Potter sighed and looked away from her. "I didn't know things were like that for you."
"They're like that for a lot of people."
He started to contradict her, but Pansy barreled on, telling him that he should've said exactly where he used to put his hands. Boobie Ruby would've heard and told his whole fan club, and even though it was a piece of cake for Potter to hit it and quit it now, he'd have them lined up outside his door after that. Potter told her to grow up, and begged to have his groupies left out of the conversation.
Pansy grinned. "If I started calling you 'Harry,' there'd be no telling me apart from them."
He let out a short, sardonic laugh. "You're definitely not a groupie, Pansy."
"That's what people will think when they see us eating lunch together—that you asked out one of your groupies."
"Why can't they think that you're my friend?" he asked.
Pansy snorted. "Nice boys like you don't have bad girls such as myself as friends."
"I know bad girls," he said. He sounded like a four-year-old telling mummy that he was a big boy and could shower by himself. Pansy smiled.
"Humor me," she said.
"Fine." He paused for a moment, then said, "Marietta Edgecombe."
"Marietta who?"
"Marietta Edgecombe," he repeated. "She was a year above us, in Ravenclaw, and she betrayed that the DA's meeting place was in the Room of Requirement to Umbridge."
Pansy blinked. "Are you serious?"
"What?" he said. "Isn't that bad?"
She rolled eyes in exasperation. "You're ridiculous!"
"Okay, fine," he huffed. He thought for a moment, then snapped her fingers and exclaimed, "The Patils!"
The Patils had opened a 'men's club' somewhere in Dover after they'd all graduated Hogwarts. Only, it wasn't a 'men's club.' It was a brothel, and everyone knew it. The Ministry simply couldn't get the evidence to file charges against them. Padma had been in Ravenclaw, after all.
"Fine," Pansy said. "Give me another."
"But I just gave you two."
"That's hardly enough evidence to prove that you know 'bad girls'," she told him. "You only know two."
"Two requires a plural," he countered.
Pansy shook her head dismissively, tapping her finger on the table. "More."
Potter crossed his arms and looked at her stubbornly. "No," he said.
Pansy grinned "You don't know anymore, do you?"
"Not anymore sluts."
Pansy grinned. "Potter, I daresay that was rude."
"What do you want from me?"
"Exactly what you said you were going to give me: a list of all the bad girls you know."
"But bad isn't the same for you and me. What I think is bad, you think is child's play."
"Says something about your categorization skills, doesn't?"
"No," he countered, "it says something about yours. I don't think you're bad."
"Really?" she said. "Why ever not?"
"Because you're not. You're whiney and a bit of a shrew, and you can be a bit… mischievous—" She laughed. "—and have a tendency to mock people, but—"
"I don't think I can take anymore, Potter," she said, cutting him off.

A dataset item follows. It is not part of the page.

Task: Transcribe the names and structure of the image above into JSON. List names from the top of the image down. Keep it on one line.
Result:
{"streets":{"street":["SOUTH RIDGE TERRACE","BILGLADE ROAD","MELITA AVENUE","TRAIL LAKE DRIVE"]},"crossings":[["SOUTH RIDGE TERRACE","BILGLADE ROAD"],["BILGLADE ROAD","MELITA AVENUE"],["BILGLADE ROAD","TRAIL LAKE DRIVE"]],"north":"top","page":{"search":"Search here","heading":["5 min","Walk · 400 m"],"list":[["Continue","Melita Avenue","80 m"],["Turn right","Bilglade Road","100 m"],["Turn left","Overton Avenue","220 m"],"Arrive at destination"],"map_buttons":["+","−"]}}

"But I'm getting to the good part."
"There is no good part."
He opened his mouth to say argue however soon shut it, choosing instead to frown. "Fine," he said, "you aren't good."
"I'm not."
"Fine."
"You said that already."
"So what?" He frowned.
There were silent for a moment.
"You're upset," she said.
"I'm not."
Pansy rolled her eyes. "God, Potter, you're such a girl."
"Shove off."
"You act like Granger," she remarked.
"Yeah, well, you act like Malfoy."
"I don't act like Draco," she said incredulously. "You do."
"What?"
She leaned back in her seat, eying him nonchalantly from across the table. "I'll be the first to say," she said, "that Draco's a changed man from the boy I dated in Hogwarts, and he doesn't engage in the same romantic behavior anymore, however I find myself thinking that you may have acquired it when he gave it up."
"And what's this behavior?"
She smiled wanly. "You both cheat on your girlfriends."